*WORK ITEM*
Locate every line below that contains the word "linejoin" and copy it.

*AVAILABLE DATA*
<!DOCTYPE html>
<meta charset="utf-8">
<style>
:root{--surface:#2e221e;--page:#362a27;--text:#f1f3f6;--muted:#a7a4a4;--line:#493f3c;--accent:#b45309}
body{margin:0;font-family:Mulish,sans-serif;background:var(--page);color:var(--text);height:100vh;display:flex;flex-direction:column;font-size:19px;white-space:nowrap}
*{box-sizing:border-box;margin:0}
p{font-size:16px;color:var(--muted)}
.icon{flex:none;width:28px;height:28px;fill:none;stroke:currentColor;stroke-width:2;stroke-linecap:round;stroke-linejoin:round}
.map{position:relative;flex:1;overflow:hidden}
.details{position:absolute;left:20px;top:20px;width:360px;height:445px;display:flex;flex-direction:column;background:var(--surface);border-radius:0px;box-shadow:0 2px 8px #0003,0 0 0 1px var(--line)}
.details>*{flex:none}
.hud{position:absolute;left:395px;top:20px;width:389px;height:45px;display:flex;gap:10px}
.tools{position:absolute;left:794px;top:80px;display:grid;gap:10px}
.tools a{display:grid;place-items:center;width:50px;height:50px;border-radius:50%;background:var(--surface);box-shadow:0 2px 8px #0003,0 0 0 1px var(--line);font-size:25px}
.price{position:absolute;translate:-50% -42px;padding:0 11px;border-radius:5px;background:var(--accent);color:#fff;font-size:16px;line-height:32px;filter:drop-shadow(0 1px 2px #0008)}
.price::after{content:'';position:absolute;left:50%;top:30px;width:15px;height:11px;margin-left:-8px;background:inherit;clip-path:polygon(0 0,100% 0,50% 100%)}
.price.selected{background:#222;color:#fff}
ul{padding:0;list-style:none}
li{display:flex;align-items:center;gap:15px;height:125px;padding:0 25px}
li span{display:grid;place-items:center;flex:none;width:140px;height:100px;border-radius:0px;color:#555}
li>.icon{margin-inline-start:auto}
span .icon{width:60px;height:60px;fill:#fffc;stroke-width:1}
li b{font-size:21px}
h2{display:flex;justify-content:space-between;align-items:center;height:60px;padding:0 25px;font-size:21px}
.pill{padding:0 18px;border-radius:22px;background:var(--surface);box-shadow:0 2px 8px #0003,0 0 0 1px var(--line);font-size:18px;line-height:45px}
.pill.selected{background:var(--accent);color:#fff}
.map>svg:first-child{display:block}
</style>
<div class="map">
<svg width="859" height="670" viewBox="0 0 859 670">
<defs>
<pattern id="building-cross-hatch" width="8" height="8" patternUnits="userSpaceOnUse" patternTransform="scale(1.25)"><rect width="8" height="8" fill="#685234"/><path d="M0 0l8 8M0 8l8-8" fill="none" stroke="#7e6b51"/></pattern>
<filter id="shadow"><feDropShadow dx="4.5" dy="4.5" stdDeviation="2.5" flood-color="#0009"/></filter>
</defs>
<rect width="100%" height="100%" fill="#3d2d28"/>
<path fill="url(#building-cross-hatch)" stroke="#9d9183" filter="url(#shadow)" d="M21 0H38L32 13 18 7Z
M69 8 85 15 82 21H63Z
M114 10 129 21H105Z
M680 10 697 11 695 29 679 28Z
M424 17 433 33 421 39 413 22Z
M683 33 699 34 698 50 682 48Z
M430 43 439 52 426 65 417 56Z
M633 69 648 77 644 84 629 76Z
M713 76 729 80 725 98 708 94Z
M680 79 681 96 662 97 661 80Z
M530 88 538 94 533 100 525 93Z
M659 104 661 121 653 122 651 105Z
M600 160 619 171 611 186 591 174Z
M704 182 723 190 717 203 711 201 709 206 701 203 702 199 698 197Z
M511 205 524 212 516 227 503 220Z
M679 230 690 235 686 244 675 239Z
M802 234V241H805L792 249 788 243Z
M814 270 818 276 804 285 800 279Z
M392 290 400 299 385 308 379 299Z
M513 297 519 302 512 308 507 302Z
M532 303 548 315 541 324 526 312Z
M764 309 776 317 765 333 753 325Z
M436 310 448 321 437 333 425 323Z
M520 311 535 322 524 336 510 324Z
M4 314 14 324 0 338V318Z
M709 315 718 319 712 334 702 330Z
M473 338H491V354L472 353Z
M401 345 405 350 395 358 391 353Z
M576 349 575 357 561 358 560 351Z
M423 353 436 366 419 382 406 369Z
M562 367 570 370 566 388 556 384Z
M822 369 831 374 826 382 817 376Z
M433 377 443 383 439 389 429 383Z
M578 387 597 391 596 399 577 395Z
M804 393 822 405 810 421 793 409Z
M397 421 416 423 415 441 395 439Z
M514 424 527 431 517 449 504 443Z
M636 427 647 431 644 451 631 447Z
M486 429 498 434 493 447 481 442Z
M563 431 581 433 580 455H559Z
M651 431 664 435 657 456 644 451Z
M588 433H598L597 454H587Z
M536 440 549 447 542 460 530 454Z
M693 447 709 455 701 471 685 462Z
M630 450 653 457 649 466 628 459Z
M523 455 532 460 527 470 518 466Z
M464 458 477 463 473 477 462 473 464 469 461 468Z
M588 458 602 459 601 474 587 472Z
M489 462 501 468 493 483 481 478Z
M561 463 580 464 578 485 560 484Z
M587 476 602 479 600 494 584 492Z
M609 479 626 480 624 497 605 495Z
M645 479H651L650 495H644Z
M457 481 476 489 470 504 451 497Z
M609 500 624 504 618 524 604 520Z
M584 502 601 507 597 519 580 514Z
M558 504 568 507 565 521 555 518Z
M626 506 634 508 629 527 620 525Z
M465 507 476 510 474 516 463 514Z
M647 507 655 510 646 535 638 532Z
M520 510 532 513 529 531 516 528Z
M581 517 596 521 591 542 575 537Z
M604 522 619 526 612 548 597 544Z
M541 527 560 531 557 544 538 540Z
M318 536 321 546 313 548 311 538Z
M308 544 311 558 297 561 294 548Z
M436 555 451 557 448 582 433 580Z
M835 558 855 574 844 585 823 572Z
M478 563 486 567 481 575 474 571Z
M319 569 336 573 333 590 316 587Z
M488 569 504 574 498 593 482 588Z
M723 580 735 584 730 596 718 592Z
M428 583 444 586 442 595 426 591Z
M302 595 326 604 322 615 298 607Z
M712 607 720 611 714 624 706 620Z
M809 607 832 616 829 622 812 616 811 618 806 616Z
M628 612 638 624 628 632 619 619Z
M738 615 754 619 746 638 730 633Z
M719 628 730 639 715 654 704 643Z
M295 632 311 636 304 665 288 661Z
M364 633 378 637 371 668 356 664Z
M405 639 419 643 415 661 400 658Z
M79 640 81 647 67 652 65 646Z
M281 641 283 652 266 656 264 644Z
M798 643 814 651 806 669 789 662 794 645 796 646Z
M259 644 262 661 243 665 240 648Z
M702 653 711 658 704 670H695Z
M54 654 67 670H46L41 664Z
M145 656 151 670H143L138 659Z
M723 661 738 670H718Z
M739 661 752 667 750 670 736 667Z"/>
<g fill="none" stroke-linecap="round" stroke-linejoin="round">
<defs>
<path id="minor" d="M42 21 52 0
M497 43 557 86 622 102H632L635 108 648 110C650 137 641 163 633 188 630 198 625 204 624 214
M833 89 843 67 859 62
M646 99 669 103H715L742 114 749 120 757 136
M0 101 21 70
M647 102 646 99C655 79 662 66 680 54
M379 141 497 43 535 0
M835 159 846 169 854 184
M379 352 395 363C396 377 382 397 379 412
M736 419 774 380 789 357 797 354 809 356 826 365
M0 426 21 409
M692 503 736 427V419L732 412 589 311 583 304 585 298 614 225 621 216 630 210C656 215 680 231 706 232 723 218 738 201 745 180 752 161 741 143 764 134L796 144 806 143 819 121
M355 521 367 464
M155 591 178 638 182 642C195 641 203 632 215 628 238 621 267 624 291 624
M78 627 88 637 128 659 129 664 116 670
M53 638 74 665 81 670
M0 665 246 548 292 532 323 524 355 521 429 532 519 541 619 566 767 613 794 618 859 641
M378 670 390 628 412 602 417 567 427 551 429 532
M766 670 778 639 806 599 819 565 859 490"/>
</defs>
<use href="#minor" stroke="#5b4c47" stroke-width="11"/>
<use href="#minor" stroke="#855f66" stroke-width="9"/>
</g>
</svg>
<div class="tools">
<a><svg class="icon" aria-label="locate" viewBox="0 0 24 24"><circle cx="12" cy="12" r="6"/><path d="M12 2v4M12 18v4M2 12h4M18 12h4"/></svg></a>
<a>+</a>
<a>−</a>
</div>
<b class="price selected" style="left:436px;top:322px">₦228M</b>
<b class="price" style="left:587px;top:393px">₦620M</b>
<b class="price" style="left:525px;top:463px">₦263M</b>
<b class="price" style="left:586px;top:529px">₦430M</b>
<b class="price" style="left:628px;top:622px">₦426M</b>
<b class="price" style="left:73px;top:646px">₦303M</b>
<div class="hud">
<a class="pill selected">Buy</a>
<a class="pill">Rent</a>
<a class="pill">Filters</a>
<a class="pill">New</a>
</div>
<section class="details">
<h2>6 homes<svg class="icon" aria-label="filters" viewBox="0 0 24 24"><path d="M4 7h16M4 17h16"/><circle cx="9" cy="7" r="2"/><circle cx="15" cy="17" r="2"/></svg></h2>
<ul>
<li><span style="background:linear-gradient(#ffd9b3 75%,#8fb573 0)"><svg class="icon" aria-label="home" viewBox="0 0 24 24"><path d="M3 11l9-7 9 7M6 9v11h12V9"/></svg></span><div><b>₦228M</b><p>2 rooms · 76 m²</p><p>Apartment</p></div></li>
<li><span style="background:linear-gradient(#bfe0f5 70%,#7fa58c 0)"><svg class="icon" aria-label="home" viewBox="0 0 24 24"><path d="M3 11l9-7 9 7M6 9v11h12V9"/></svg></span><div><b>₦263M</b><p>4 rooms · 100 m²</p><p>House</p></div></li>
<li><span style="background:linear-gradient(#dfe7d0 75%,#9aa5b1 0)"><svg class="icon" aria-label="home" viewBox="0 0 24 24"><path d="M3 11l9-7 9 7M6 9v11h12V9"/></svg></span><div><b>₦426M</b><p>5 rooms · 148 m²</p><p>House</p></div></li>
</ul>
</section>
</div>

*TASK OUTPUT*
.icon{flex:none;width:28px;height:28px;fill:none;stroke:currentColor;stroke-width:2;stroke-linecap:round;stroke-linejoin:round}
<g fill="none" stroke-linecap="round" stroke-linejoin="round">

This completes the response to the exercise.